Мите пришлось употребить все свое красноречие и смекалку, чтобы погасить в душе соседки обиду, вызванную равнодушным поведением звездочета. Поначалу ее обида как будто даже возросла от внезапно обрушившейся Митиной душевности, но потом, когда он предложил ей заглянуть в утюг и взять оттуда пятьдесят рублей на дорожные расходы, соседка сдалась. Наверное, она уступила обычному женскому любопытству. Тем не менее живые деньги произвели на нее весьма выгодное для Мити впечатление, особенно новенькие купюры Двуносого.
- Ничего себе! - сказала она восхищенно. - Ты мог бы приодеться по самой последней моде, по самой последней!..
Она взяла пятьдесят рублей и почти неуловимым движением спрятала под лифчиком.
Звездочет, все это время как будто спавший, не подавал никакого намека на свое присутствие. Но он не спал, он ждал благоприятного момента, чтобы вновь овладеть пьедесталом. Более того, он ни секунды не сомневался в успехе - пока соседка здесь, силы его удвоены и даже утроены, потому что, симпатизируя Мите, она на самом деле симпатизировала ему, звездочету, - ведь это он обладал ею.

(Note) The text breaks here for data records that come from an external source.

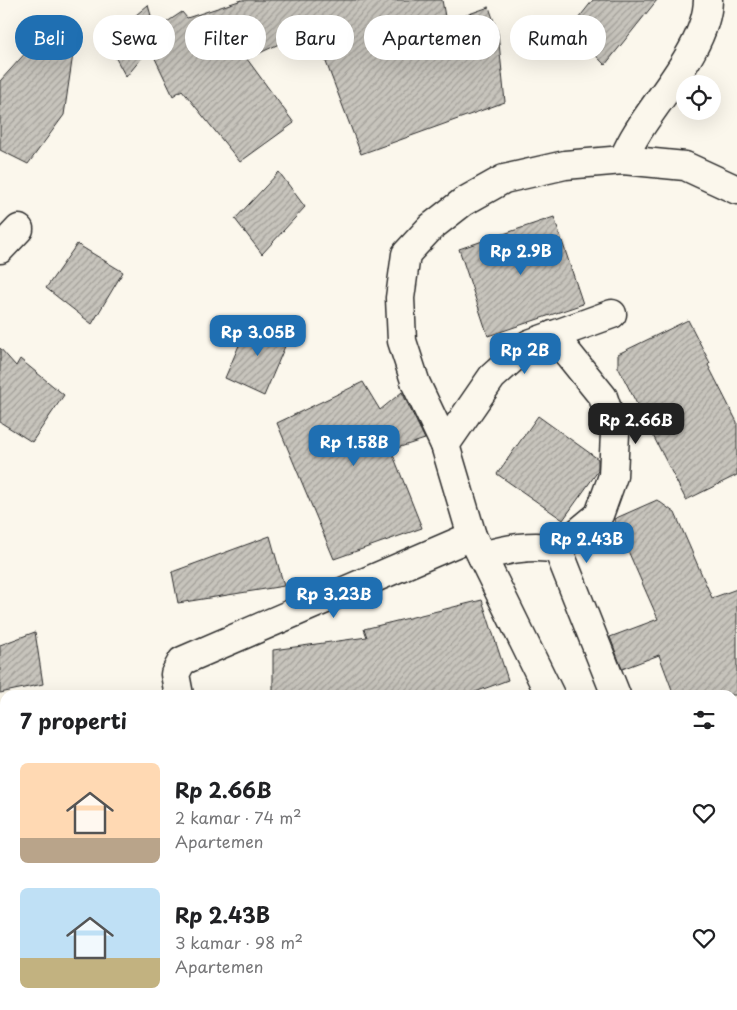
<!DOCTYPE html>
<html lang="id">
<meta charset="utf-8">
<style>
:root{--surface:#fff;--page:#f6f6f6;--text:#202124;--muted:#757577;--accent:#1f6fb2}
body{margin:0;font-family:"Playpen Sans",sans-serif;background:var(--page);color:var(--text);height:100vh;display:flex;flex-direction:column;font-size:19px;white-space:nowrap}
*{box-sizing:border-box;margin:0}
p{font-size:16px;color:var(--muted)}
.icon{flex:none;width:28px;height:28px;fill:none;stroke:currentColor;stroke-width:2;stroke-linecap:round;stroke-linejoin:round}
.map{position:relative;flex:1;overflow:hidden}
.sheet{position:absolute;left:0px;top:690px;width:738px;height:320px;display:flex;flex-direction:column;background:var(--surface);border-radius:15px 15px 0 0;box-shadow:0 5px 20px #0002}
.sheet>*{flex:none}
.guide{position:absolute;left:15px;top:15px;width:708px;height:45px;display:flex;gap:10px}
.fabs{position:absolute;left:676px;top:75px;display:grid;gap:10px}
.fabs a{display:grid;place-items:center;width:45px;height:45px;border-radius:50%;background:var(--surface);box-shadow:0 5px 20px #0002;font-size:25px}
.price{position:absolute;translate:-50% -42px;padding:0 11px;border-radius:10px;background:var(--accent);color:#fff;font-size:16px;line-height:32px;filter:drop-shadow(0 1px 2px #0008)}
.price::after{content:'';position:absolute;left:50%;top:30px;width:15px;height:11px;margin-left:-8px;background:inherit;clip-path:polygon(0 0,100% 0,50% 100%)}
.price.selected{background:#222;color:#fff}
ul{padding:0;list-style:none}
li{display:flex;align-items:center;gap:15px;height:125px;padding:0 20px}
li span{display:grid;place-items:center;flex:none;width:140px;height:100px;border-radius:8px;color:#555}
li>.icon{margin-inline-start:auto}
span .icon{width:60px;height:60px;fill:#fffc;stroke-width:1}
li b{font-size:21px}
h2{display:flex;justify-content:space-between;align-items:center;height:60px;padding:0 20px;font-size:21px}
.pill{padding:0 18px;border-radius:22px;background:var(--surface);box-shadow:0 5px 20px #0002;font-size:18px;line-height:45px}
.pill.selected{background:var(--accent);color:#fff}
.map>svg:first-child{display:block}
.building{fill:url(#building-hatch);stroke:#2b2b2b}
.lines{fill:none;stroke-linecap:round;stroke-linejoin:round}
.minor-casing{stroke:#2b2b2b;stroke-width:31}
.minor{stroke:#fbf7ec;stroke-width:28}
</style>
<div class="map">
<svg width="737" height="1010" viewBox="0 0 737 1010">
<defs>
<pattern id="building-hatch" width="6" height="6" patternUnits="userSpaceOnUse" patternTransform="scale(1.25)"><rect width="6" height="6" fill="#c7c4bc"/><path d="M-1 1l2-2M0 6l6-6M5 7l2-2" fill="none" stroke="#a29f99"/></pattern>
</defs>
<rect width="100%" height="100%" fill="#fbf7ec"/>
<filter id="ink" filterUnits="userSpaceOnUse"><feTurbulence type="fractalNoise" baseFrequency=".02" numOctaves="2"/><feDisplacementMap in="SourceGraphic" scale="10" xChannelSelector="R" yChannelSelector="G"/><feConvolveMatrix kernelMatrix="1 2 1 2 8 2 1 2 1" color-interpolation-filters="sRGB"/></filter>
<g filter="url(#ink)">
<g class="building">
<polygon points="242,0 442,0 446,22 489,7 498,33 505,102 361,154 313,28 247,59 294,123 240,162 182,90 173,96 150,48 126,77 106,40 148,5 155,30 182,12 187,18"/>
<polygon points="593,0 657,0 605,65 570,29"/>
<polygon points="30,48 73,54 64,115 28,164 0,150 0,81"/>
<polygon points="279,172 305,207 262,254 235,219"/>
<polygon points="554,217 583,304 488,336 459,249"/>
<polygon points="77,244 123,272 92,324 46,288"/>
<polygon points="688,320 710,363 708,365 737,422 737,475 686,500 618,367 618,354"/>
<polygon points="249,322 291,332 264,396 225,378"/>
<polygon points="0,348 16,366 20,359 64,395 32,442 0,422"/>
<polygon points="363,382 380,410 402,392 425,439 391,450 422,528 334,559 277,423"/>
<polygon points="538,416 598,459 598,471 563,520 497,474"/>
<polygon points="657,500 675,513 712,598 737,589 737,695 674,695 659,655 622,669 610,637 658,619 614,519"/>
<polygon points="270,536 284,586 178,603 172,572"/>
<polygon points="482,600 508,680 467,695 273,695 273,650 367,637 364,629"/>
<polygon points="35,632 43,684 0,693 0,645"/>
</g>
<g class="lines">
<defs>
<g id="minor">
<path d="M623,160C627,151 632,141 637,133C660,95 707,45 708,0"/>
<polyline points="0,249 19,229"/>
<polyline points="553,335 603,397 615,433 613,476 599,515 558,549"/>
<polyline points="445,445 492,377 529,344 612,314"/>
<path d="M482,556C508,549 531,544 558,549L616,695"/>
<polyline points="179,695 175,674 182,661 472,536"/>
<polyline points="550,695 472,536 445,445 416,384 402,341 400,298 406,254 431,227 463,202 504,179 565,165 623,160 685,166 737,190"/>
<polyline points="0,1004 5,1001"/>
<polyline points="289,1005 291,1010"/>
<polyline points="668,1005 670,1010"/>
</g>
</defs>
<use href="#minor" class="minor-casing"/>
<use href="#minor" class="minor"/>
</g>
</g>
</svg>
<div class="fabs">
<a><svg class="icon" aria-label="locate" viewBox="0 0 24 24"><circle cx="12" cy="12" r="6"/><path d="M12 2v4M12 18v4M2 12h4M18 12h4"/></svg></a>
</div>
<b class="price" style="left:521px;top:276px">Rp 2.9B</b>
<b class="price" style="left:258px;top:357px">Rp 3.05B</b>
<b class="price" style="left:525px;top:375px">Rp 2B</b>
<b class="price selected" style="left:636px;top:445px">Rp 2.66B</b>
<b class="price" style="left:354px;top:467px">Rp 1.58B</b>
<b class="price" style="left:587px;top:564px">Rp 2.43B</b>
<b class="price" style="left:334px;top:619px">Rp 3.23B</b>
<div class="guide">
<a class="pill selected">Beli</a>
<a class="pill">Sewa</a>
<a class="pill">Filter</a>
<a class="pill">Baru</a>
<a class="pill">Apartemen</a>
<a class="pill">Rumah</a>
</div>
<section class="sheet">
<h2>7 properti<svg class="icon" aria-label="filters" viewBox="0 0 24 24"><path d="M4 7h16M4 17h16"/><circle cx="9" cy="7" r="2"/><circle cx="15" cy="17" r="2"/></svg></h2>
<ul>
<li><span style="background:linear-gradient(#ffd9b3 75%,#b9a48a 0)"><svg class="icon" aria-label="home" viewBox="0 0 24 24"><path d="M3 11l9-7 9 7M6 9v11h12V9"/></svg></span><div><b>Rp 2.66B</b><p>2 kamar · 74 m²</p><p>Apartemen</p></div><svg class="icon" aria-label="heart" viewBox="0 0 24 24"><path d="M12 20l-8-8c-3-5 5-10 8-4 3-6 11-1 8 4z"/></svg></li>
<li><span style="background:linear-gradient(#bfe0f5 70%,#c2b280 0)"><svg class="icon" aria-label="home" viewBox="0 0 24 24"><path d="M3 11l9-7 9 7M6 9v11h12V9"/></svg></span><div><b>Rp 2.43B</b><p>3 kamar · 98 m²</p><p>Apartemen</p></div><svg class="icon" aria-label="heart" viewBox="0 0 24 24"><path d="M12 20l-8-8c-3-5 5-10 8-4 3-6 11-1 8 4z"/></svg></li>
</ul>
</section>
</div>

Так и вышло, стоило соседке в знак благодарности бpocиться к Мите, как он, закрыв глаза, сиганул с пьедестала. И тут уж во всей красе выступил звездочет. Он бесстыдно отбросил простыню и, широко раскрыв объятия, на каждый ее поцелуй отвечал двумя-тремя встречными. Он цвел, он благоухал на пьедестале общего "я", словно узурпатор на троне. Он в удовольствие позволял себе насмехаться над бежавшим поэтом Митей.
- Ну что, литературный работник, ты наконец понял, кому принадлежит настоящая власть над женщиной?! Смотри и учись, как надо наслаждаться жизнью!.. Что, не нравится?! Тогда забейся в угол, занавесься юбками своей Дульсинеи и сиди - не вылезай.
И Митя занавесился - и не вылезал. И вовсе не потому, что был согласен со своим визави, а потому, что происходящее между звездочетом и соседкой вызывало оторопь, разрушало все его представления о чести и достоинстве молодого человека, причем человека, как выразился Двуносый, с высшим гуманитарием.
- Митя, ты такой хороший, такой добрый, такой отзывчивый! - горячо шептала соседка в не менее горячих объятиях звездочета. - А я, дура, рассердилась на тебя! Думала, что ты бесчувственный. Ах, дура я, дура! сладостно целуя, шептала она.
- Нет, Тома, ты молодец! Ты своего не упустишь и, если надо, чужое подберешь! - вдруг как-то чересчур прямолинейно и некстати восхитился звездочет.
Впрочем, ум как свойство сердечности, присущий поэту Мите, звездочету был несвойствен.
- Тома, всегда и везде держи себя в центре, в фокусе - тебе хорошо, стало быть, всем хорошо. Лично я только из этого исхожу - и всё "хоккей"!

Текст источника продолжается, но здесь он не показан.